→ **WHAT YOU SHOULD DO**:
Set down every line below, word for word.

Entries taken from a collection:
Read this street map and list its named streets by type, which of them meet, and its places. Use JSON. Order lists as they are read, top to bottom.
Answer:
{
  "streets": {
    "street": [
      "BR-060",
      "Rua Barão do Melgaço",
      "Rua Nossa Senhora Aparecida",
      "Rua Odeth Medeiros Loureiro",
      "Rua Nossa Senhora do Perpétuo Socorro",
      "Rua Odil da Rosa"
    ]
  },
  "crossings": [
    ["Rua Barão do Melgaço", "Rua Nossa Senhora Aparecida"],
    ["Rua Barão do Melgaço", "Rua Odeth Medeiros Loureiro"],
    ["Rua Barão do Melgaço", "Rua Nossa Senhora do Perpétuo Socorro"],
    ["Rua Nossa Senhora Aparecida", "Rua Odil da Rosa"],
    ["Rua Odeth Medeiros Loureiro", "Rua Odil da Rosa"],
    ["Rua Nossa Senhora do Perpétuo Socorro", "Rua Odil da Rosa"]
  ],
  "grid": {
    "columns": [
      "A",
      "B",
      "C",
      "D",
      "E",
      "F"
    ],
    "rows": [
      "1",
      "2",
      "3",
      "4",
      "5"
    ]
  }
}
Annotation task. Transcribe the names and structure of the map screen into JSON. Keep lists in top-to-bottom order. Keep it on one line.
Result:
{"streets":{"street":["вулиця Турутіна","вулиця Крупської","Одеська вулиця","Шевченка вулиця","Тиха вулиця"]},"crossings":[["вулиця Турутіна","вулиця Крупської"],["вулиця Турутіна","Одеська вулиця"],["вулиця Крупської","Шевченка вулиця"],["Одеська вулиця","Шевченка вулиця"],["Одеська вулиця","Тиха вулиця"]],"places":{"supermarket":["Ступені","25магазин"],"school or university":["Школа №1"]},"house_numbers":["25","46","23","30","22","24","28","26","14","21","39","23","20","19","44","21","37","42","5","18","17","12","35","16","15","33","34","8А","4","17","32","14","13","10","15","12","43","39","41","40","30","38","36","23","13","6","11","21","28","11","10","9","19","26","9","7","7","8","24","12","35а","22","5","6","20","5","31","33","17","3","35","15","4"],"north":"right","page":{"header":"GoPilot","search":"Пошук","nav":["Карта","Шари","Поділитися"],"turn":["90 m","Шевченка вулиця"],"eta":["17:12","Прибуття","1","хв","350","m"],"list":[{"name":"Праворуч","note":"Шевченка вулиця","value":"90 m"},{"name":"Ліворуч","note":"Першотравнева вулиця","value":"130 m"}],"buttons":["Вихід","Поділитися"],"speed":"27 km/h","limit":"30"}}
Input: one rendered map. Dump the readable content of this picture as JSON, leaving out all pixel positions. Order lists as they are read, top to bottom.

→ **TASK ANSWER**:
Read this street map and list its named streets by type, which of them meet, and its places. Use JSON. Order lists as they are read, top to bottom.
Answer:
{
  "streets": {
    "street": [
      "BR-060",
      "Rua Barão do Melgaço",
      "Rua Nossa Senhora Aparecida",
      "Rua Odeth Medeiros Loureiro",
      "Rua Nossa Senhora do Perpétuo Socorro",
      "Rua Odil da Rosa"
    ]
  },
  "crossings": [
    ["Rua Barão do Melgaço", "Rua Nossa Senhora Aparecida"],
    ["Rua Barão do Melgaço", "Rua Odeth Medeiros Loureiro"],
    ["Rua Barão do Melgaço", "Rua Nossa Senhora do Perpétuo Socorro"],
    ["Rua Nossa Senhora Aparecida", "Rua Odil da Rosa"],
    ["Rua Odeth Medeiros Loureiro", "Rua Odil da Rosa"],
    ["Rua Nossa Senhora do Perpétuo Socorro", "Rua Odil da Rosa"]
  ],
  "grid": {
    "columns": [
      "A",
      "B",
      "C",
      "D",
      "E",
      "F"
    ],
    "rows": [
      "1",
      "2",
      "3",
      "4",
      "5"
    ]
  }
}
Annotation task. Transcribe the names and structure of the map screen into JSON. Keep lists in top-to-bottom order. Keep it on one line.
Result:
{"streets":{"street":["вулиця Турутіна","вулиця Крупської","Одеська вулиця","Шевченка вулиця","Тиха вулиця"]},"crossings":[["вулиця Турутіна","вулиця Крупської"],["вулиця Турутіна","Одеська вулиця"],["вулиця Крупської","Шевченка вулиця"],["Одеська вулиця","Шевченка вулиця"],["Одеська вулиця","Тиха вулиця"]],"places":{"supermarket":["Ступені","25магазин"],"school or university":["Школа №1"]},"house_numbers":["25","46","23","30","22","24","28","26","14","21","39","23","20","19","44","21","37","42","5","18","17","12","35","16","15","33","34","8А","4","17","32","14","13","10","15","12","43","39","41","40","30","38","36","23","13","6","11","21","28","11","10","9","19","26","9","7","7","8","24","12","35а","22","5","6","20","5","31","33","17","3","35","15","4"],"north":"right","page":{"header":"GoPilot","search":"Пошук","nav":["Карта","Шари","Поділитися"],"turn":["90 m","Шевченка вулиця"],"eta":["17:12","Прибуття","1","хв","350","m"],"list":[{"name":"Праворуч","note":"Шевченка вулиця","value":"90 m"},{"name":"Ліворуч","note":"Першотравнева вулиця","value":"130 m"}],"buttons":["Вихід","Поділитися"],"speed":"27 km/h","limit":"30"}}
Input: one rendered map. Dump the readable content of this picture as JSON, leaving out all pixel positions. Order lists as they are read, top to bottom.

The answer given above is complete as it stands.